WTH: Why don't the developer documents cover VSCode's setup?

The development documents only cover a small portion of the ‘setting up a development environment’. However these docs miss the most important part: Setting up the IDE (visual studio code) to properly run, with breakpoints. Simply providing an example launch.json would probably suffice.

For example: The dev container route describes all the requirements to set up ‘dev contianer’ on all 3 major operating systems. It even claims that VSCode is required. However the last set of instructions just get you a container running in docker. Additional setup is needed to get Home Assistant running with your changes.

I stumbled upon this thread with a lengthy vscode setup process for VSCode & Dev Container. I don’t know if this is correct however it worked for me. Either way, this should be included in the dev docs by someone “in the know” with proper corrections.

We really need this documented!
My development looks like this:
I copy/create a new integration in custom_components, do the edits, I add as many logger messages as I can, and then I start everything using hass -c config.

I have no idea how to use breakpoints while developing for HA, this is really frustrating and I lose a lot of time because I need to log everything I need.

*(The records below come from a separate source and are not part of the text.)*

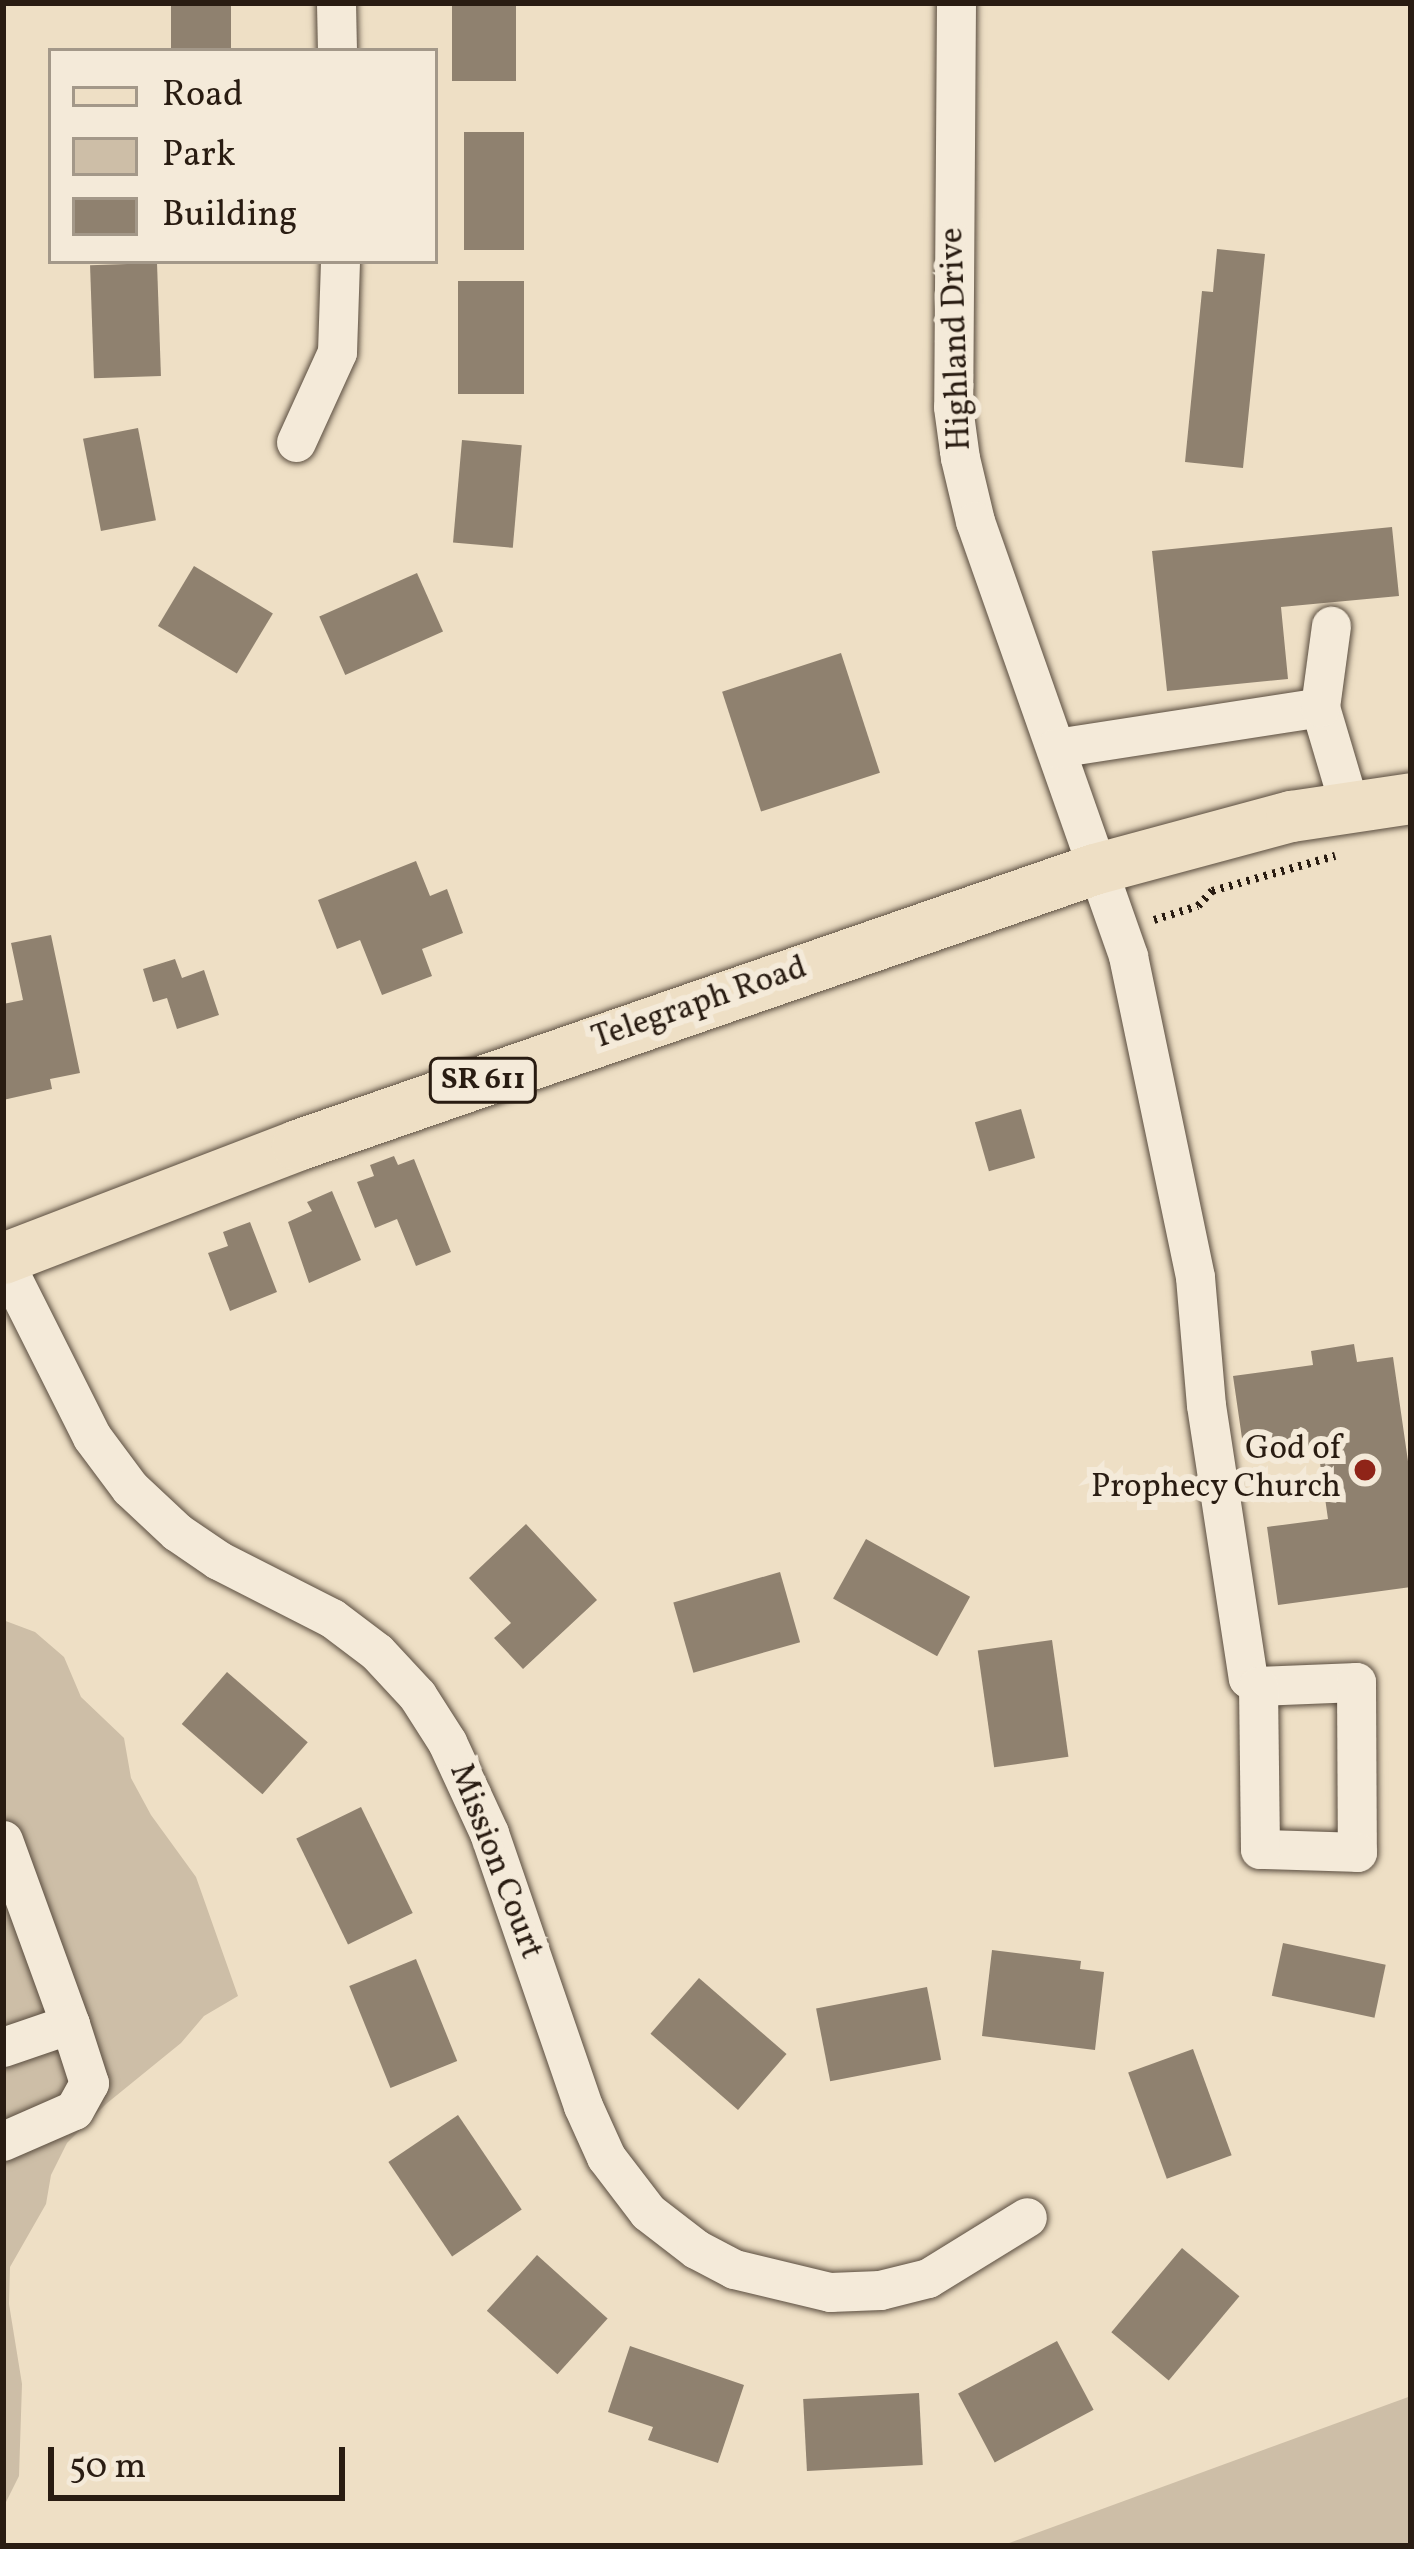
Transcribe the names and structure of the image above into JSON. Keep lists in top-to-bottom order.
{
  "streets": {
    "main road": ["Telegraph Road", "SR 611"],
    "street": ["Highland Drive", "Mission Court"]
  },
  "crossings": [
    ["Highland Drive", "Telegraph Road"],
    ["Telegraph Road", "Mission Court"]
  ],
  "places": ["God of Prophecy Church"],
  "legend": ["Road", "Park", "Building"],
  "scale_bar": "50 m"
}
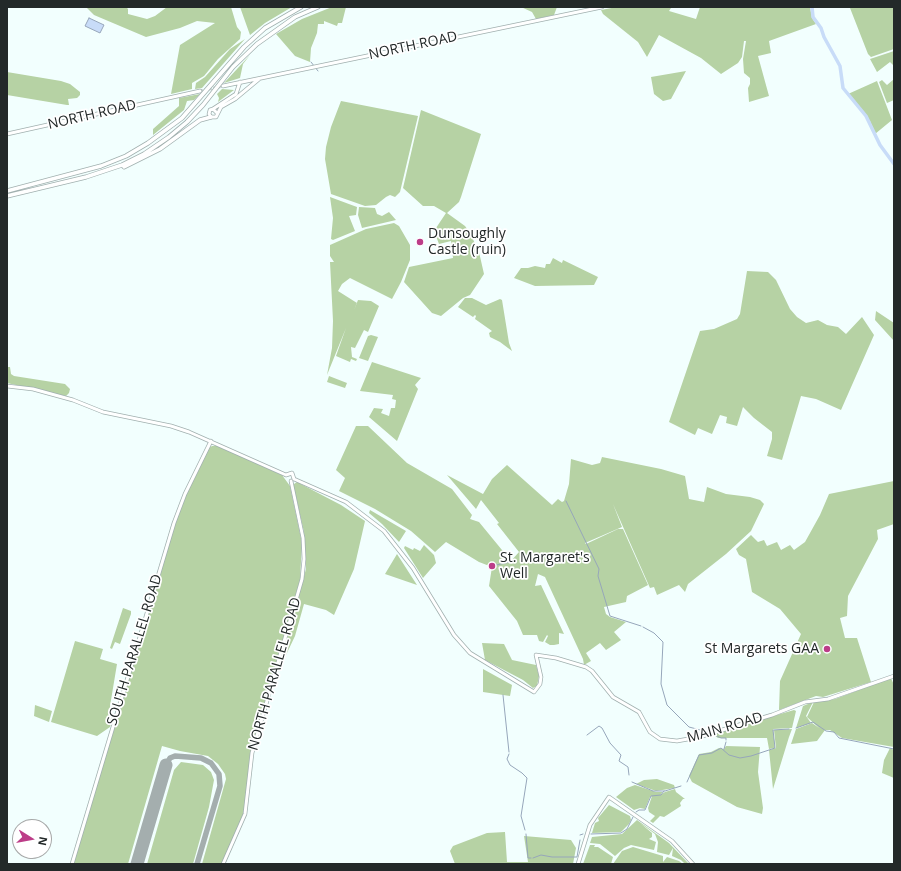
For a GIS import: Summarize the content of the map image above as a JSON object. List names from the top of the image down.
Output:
{
  "streets": {
    "main road": [
      "NORTH ROAD",
      "SOUTH PARALLEL ROAD",
      "NORTH PARALLEL ROAD",
      "MAIN ROAD"
    ]
  },
  "places": ["Dunsoughly Castle (ruin)", "St. Margaret's Well", "St Margarets GAA"],
  "north": "right"
}
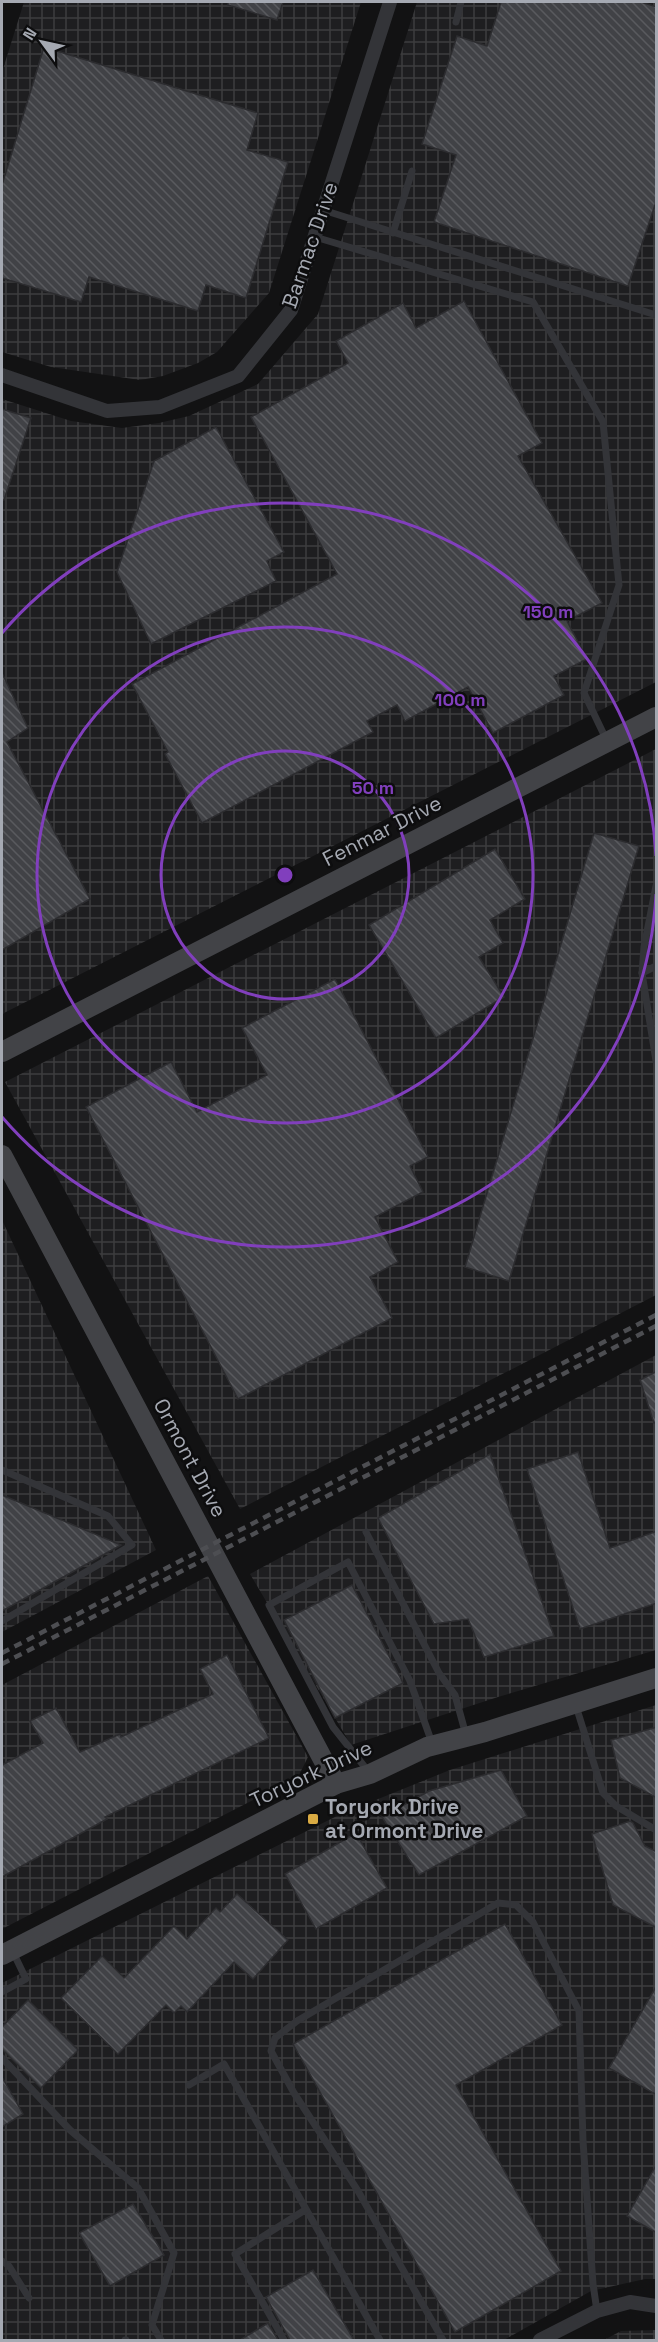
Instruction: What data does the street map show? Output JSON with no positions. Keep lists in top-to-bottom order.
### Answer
{
  "streets": {
    "street": [
      "Barmac Drive",
      "Fenmar Drive",
      "Ormont Drive",
      "Toryork Drive"
    ]
  },
  "crossings": [
    ["Ormont Drive", "Toryork Drive"]
  ],
  "places": {
    "transit": ["Toryork Drive at Ormont Drive"]
  },
  "north": "top left",
  "rings": ["150 m", "100 m", "50 m"]
}
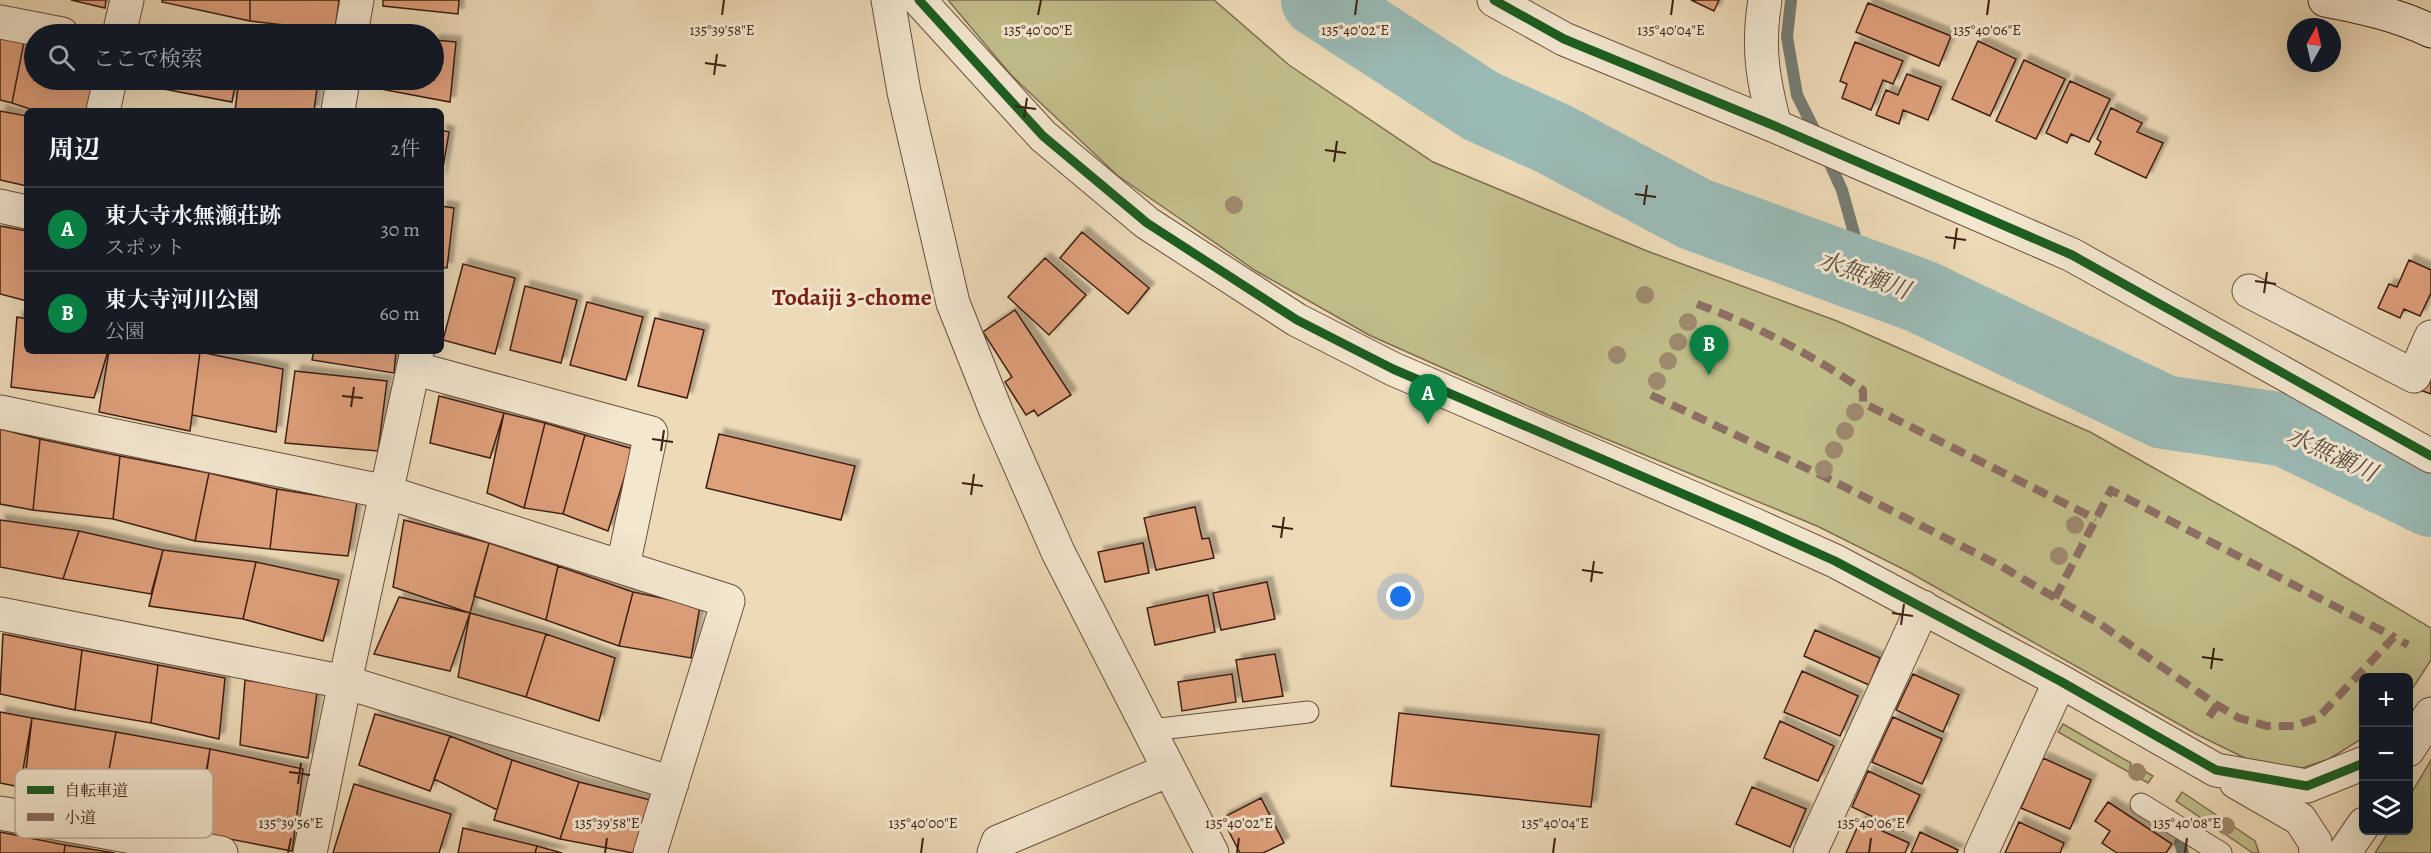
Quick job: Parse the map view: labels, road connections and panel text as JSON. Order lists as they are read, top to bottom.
{
  "districts": ["Todaiji 3-chome"],
  "water": ["水無瀬川"],
  "legend": ["自転車道", "小道"],
  "north": "top",
  "page": {
    "search": "ここで検索",
    "heading": ["周辺", "2件"],
    "list": [
      {
        "mark": "A",
        "name": "東大寺水無瀬荘跡",
        "note": "スポット",
        "value": "30 m"
      },
      {
        "mark": "B",
        "name": "東大寺河川公園",
        "note": "公園",
        "value": "60 m"
      }
    ],
    "pins": ["B", "A"],
    "map_buttons": ["+", "−"]
  },
  "coordinates": [
    "135°39'58\"E",
    "135°40'00\"E",
    "135°40'02\"E",
    "135°40'04\"E",
    "135°40'06\"E",
    "135°39'56\"E",
    "135°40'08\"E"
  ]
}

I’m using Windows 10, I have Docker installed, when I clone the repo and open it in VS Code it is suggesting to reopen the folder in DevContainer (which is ok). But there is nothing about breakpoints and using actual hardware, in my case Raspberry Pi in development - I’d like to create a couple of integrations for specific hardware (mostly I2C). Ideally, I should be able to use a Raspberry Pi to run and debug my changes while using VS Code on my PC.
Can we use Windows and VS Code to develop and run code on Raspberry Pi with breakpoints?

Yep, and you can. I’m pretty sure all you need to do is:

Add the remote python debugger to configuration.yaml. It’s interesting, I didn’t know about this integration until yesterday late at night. After looking at those docs, it pretty much spells out everything you need. So in order to satisfy this WTH, the dev docs should just link to this integration.

# Enable VSCode debugging
debugpy:
  start: true
  wait: true

Then in VSCode terminal (with your dev container open) use this command:

hass -c config --debug

VSCode should then wait for attachment. Then in vscode run the following launch file:

{
    // For more information, visit: https://go.microsoft.com/fwlink/?linkid=830387
    "version": "0.2.0",
    "configurations": [
        {
            // Example of attaching to my production server
            "name": "Python: Attach Remote",
            "type": "python",
            "request": "attach",
            "port": 5678,
            "host": "homeassistant.local",
            "pathMappings": [
                {
                    "localRoot": "${workspaceFolder}",
                    "remoteRoot": "/usr/src/homeassistant"
                }
            ],
        }
    ]
}

This assumes that your domain is local. If you don’t know it or just want to use the IP, change

            "host": "homeassistant.local",

to your correct IP

            "host": "1.2.3.4",

When you press run (if you have more than 1 launch config), select Python: Attach Remote.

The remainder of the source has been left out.